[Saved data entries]
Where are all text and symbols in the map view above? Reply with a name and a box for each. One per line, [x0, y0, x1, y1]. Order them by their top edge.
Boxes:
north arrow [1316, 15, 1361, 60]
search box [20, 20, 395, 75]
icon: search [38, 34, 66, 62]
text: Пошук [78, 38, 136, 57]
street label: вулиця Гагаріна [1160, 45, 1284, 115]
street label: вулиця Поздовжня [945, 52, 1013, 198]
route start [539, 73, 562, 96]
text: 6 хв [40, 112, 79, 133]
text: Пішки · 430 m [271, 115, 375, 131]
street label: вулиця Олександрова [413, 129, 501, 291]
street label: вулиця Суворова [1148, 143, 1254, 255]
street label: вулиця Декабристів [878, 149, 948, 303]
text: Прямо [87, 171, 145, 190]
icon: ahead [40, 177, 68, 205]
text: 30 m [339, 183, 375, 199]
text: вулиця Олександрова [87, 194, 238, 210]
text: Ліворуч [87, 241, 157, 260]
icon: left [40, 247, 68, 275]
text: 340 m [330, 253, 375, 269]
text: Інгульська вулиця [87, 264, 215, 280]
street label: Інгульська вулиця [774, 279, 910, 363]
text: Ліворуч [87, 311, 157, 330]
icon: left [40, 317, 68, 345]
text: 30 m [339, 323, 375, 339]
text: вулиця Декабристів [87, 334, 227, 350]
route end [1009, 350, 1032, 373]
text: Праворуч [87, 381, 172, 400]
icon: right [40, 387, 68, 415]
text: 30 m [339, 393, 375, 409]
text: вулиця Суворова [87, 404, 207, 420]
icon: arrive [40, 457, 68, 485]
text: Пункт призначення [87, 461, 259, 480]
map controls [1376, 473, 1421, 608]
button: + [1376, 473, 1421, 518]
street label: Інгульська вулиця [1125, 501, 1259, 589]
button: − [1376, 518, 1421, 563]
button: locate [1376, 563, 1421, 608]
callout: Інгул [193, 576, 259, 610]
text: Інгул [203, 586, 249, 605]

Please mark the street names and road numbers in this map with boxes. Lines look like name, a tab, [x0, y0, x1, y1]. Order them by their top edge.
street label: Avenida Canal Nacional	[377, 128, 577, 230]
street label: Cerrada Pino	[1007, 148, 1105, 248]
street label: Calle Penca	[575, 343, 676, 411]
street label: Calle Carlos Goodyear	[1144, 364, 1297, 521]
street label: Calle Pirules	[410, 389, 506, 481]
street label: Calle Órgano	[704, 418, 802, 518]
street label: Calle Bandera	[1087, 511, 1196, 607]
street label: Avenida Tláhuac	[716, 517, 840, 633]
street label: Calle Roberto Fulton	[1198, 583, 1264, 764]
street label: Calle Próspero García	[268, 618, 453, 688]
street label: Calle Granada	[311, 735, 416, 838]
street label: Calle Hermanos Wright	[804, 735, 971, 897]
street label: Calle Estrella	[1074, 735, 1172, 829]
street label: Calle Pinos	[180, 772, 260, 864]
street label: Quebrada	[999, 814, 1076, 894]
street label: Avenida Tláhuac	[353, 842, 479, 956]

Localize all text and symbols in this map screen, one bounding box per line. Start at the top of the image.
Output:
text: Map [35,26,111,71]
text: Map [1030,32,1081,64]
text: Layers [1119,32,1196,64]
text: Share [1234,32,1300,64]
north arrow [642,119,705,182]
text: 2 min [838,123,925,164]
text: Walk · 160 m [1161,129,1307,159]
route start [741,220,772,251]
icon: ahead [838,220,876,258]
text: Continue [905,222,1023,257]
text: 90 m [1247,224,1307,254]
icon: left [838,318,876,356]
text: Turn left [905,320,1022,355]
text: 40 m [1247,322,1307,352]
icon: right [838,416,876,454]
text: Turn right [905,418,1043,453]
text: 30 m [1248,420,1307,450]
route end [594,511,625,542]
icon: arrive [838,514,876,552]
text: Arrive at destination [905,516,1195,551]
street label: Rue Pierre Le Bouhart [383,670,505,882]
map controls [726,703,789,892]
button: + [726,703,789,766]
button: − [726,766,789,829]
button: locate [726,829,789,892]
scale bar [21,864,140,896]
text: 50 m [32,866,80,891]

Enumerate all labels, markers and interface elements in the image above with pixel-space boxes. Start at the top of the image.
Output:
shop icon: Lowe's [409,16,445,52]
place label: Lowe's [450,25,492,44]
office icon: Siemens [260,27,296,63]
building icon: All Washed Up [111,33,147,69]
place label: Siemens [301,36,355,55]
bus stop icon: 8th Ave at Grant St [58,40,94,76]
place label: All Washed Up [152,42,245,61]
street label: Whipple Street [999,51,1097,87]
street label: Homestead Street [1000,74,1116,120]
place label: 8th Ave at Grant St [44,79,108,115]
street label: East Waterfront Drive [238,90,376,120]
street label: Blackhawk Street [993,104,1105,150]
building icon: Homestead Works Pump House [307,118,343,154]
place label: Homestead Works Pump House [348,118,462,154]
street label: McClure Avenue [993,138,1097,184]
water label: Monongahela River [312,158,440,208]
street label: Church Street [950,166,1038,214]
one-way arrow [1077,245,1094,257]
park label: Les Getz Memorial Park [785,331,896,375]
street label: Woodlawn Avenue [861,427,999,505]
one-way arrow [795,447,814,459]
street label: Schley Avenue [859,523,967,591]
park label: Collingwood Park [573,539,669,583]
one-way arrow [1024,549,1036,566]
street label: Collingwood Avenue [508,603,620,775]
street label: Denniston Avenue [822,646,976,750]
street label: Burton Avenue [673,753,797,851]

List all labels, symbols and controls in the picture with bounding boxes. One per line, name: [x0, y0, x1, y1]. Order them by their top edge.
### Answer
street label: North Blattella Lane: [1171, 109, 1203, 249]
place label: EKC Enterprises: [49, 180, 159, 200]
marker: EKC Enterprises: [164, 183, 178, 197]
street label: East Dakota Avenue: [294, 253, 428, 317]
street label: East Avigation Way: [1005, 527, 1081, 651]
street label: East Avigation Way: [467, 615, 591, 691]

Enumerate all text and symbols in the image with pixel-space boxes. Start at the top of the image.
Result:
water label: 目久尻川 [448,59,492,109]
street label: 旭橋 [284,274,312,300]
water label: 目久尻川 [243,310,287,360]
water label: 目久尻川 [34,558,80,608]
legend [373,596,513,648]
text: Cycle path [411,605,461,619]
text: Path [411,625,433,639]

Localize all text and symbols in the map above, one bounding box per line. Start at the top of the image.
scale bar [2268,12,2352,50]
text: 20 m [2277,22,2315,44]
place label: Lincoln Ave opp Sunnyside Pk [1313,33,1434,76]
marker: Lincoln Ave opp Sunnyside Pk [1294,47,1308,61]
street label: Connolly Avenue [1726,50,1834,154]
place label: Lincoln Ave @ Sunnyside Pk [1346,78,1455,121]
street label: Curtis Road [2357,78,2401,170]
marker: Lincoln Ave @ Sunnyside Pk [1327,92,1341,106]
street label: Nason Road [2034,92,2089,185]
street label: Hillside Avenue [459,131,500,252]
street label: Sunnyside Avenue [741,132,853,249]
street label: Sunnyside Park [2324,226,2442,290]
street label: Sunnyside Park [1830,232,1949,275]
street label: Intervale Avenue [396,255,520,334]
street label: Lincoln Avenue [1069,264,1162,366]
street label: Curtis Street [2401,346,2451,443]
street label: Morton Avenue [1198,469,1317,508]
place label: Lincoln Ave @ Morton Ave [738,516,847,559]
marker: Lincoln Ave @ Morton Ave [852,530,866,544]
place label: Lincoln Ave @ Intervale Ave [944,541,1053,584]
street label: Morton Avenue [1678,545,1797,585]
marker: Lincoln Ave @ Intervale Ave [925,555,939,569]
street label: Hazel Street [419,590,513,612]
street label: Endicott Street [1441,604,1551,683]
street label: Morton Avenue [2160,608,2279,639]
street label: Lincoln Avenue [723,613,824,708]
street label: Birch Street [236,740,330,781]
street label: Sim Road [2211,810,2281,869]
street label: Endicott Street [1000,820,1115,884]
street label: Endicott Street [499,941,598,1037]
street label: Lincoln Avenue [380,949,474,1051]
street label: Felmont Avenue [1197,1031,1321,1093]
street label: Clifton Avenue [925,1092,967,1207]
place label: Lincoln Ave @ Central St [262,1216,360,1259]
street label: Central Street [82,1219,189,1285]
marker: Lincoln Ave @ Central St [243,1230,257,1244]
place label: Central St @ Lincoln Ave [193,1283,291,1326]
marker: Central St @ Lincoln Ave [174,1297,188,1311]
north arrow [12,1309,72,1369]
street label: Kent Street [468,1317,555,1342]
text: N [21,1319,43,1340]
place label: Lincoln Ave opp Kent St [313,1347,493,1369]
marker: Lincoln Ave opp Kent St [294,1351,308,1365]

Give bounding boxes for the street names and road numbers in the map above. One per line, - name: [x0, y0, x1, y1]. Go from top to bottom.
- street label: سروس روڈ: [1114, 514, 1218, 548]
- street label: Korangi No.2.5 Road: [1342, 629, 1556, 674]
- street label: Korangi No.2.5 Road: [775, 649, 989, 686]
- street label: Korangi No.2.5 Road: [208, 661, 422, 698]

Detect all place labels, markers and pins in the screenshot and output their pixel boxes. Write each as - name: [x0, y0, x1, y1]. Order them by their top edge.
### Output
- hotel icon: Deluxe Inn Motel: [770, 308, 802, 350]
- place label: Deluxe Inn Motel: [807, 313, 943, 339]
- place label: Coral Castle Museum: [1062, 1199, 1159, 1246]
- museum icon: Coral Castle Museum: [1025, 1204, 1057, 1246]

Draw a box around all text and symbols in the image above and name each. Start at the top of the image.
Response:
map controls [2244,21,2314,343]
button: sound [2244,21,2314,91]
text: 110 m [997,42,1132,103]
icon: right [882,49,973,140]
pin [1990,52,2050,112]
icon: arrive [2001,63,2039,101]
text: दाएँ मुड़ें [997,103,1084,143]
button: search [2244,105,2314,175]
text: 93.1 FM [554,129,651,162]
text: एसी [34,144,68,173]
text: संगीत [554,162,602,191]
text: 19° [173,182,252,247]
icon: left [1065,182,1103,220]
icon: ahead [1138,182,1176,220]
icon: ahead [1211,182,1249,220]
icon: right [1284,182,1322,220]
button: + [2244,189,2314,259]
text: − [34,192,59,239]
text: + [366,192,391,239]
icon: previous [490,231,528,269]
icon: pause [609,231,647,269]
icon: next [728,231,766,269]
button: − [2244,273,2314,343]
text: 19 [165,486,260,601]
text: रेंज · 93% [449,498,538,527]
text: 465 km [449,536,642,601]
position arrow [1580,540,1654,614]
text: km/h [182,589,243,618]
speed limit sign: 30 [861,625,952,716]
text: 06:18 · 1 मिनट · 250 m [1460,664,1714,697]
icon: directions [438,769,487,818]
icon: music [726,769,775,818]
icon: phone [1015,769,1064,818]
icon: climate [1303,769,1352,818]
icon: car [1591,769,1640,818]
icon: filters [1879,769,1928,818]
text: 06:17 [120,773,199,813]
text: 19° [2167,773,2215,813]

# Work order
Each line of the entries above that includes the string "ahead" should be copied out.

# Output below
icon: ahead [40, 177, 68, 205]
icon: ahead [838,220,876,258]
icon: ahead [1138,182,1176,220]
icon: ahead [1211,182,1249,220]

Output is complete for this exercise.